Prompt →
Where a line in the listing contains the string "right", copy that line out.

□ □ □ □ □

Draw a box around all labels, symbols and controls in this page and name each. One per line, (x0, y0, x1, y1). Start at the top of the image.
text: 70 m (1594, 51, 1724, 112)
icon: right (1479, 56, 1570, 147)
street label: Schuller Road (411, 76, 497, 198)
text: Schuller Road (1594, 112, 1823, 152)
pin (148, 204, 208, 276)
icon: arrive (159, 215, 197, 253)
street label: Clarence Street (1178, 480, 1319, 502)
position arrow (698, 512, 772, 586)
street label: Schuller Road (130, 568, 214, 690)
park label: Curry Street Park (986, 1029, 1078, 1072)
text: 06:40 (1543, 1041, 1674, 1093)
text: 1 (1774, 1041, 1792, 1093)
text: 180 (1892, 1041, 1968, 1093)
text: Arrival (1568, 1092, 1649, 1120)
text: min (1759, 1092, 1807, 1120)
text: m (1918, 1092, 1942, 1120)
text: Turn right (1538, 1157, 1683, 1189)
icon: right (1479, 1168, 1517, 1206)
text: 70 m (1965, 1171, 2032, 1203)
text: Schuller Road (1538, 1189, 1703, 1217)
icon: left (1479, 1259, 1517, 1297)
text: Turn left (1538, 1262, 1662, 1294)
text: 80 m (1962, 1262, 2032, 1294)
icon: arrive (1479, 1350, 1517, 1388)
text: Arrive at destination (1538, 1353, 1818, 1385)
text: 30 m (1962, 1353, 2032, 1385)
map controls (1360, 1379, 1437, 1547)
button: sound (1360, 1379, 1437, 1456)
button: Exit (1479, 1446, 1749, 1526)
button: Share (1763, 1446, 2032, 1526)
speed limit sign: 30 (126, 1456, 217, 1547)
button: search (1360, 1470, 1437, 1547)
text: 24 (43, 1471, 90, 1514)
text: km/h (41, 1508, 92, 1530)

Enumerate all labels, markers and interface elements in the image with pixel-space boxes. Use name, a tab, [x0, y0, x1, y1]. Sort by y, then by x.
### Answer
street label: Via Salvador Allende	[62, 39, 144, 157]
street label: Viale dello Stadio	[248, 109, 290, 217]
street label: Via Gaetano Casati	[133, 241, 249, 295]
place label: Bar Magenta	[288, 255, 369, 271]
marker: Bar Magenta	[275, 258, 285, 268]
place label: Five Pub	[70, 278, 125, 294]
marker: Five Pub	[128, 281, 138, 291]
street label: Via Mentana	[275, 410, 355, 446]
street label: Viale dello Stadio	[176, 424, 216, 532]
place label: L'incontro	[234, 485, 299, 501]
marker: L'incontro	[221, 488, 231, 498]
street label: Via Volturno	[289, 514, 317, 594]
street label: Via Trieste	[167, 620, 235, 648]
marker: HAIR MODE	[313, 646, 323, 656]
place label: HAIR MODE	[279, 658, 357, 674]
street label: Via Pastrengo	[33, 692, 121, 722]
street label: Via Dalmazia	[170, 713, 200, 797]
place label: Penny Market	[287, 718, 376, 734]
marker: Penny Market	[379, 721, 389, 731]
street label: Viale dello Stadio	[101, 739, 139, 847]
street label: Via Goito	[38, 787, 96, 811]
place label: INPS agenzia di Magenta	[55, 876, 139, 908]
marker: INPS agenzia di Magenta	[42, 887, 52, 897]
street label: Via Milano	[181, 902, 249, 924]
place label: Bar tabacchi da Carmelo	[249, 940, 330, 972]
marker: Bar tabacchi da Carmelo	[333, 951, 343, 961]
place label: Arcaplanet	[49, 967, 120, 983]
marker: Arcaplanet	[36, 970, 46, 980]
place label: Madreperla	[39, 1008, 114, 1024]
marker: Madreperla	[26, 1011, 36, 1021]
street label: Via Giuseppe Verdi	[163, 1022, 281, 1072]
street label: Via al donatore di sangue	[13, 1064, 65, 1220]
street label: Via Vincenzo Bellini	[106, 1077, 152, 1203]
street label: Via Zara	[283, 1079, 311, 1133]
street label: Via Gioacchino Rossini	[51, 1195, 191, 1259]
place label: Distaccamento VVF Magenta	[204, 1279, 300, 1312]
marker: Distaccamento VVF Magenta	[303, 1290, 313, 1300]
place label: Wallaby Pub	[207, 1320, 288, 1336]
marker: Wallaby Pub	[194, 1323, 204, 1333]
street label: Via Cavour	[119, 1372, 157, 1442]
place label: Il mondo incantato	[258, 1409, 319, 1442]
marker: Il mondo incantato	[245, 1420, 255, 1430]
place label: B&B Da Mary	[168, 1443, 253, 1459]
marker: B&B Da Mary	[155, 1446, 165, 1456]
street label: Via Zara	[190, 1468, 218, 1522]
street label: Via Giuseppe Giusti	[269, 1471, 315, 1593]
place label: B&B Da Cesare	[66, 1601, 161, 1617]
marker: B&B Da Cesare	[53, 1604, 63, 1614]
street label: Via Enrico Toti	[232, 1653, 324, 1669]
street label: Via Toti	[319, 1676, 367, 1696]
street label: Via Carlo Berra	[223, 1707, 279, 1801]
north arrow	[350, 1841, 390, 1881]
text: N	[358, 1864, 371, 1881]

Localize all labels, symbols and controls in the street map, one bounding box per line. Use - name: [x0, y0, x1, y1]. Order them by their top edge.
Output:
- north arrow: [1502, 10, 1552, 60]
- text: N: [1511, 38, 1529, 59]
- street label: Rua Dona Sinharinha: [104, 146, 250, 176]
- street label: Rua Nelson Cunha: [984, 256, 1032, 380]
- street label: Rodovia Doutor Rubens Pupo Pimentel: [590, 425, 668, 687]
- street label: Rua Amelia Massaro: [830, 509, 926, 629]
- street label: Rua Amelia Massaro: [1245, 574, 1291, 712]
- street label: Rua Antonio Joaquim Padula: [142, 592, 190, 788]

□ □ □ □ □

Solution to the exercise →
icon: right (1479, 56, 1570, 147)
text: Turn right (1538, 1157, 1683, 1189)
icon: right (1479, 1168, 1517, 1206)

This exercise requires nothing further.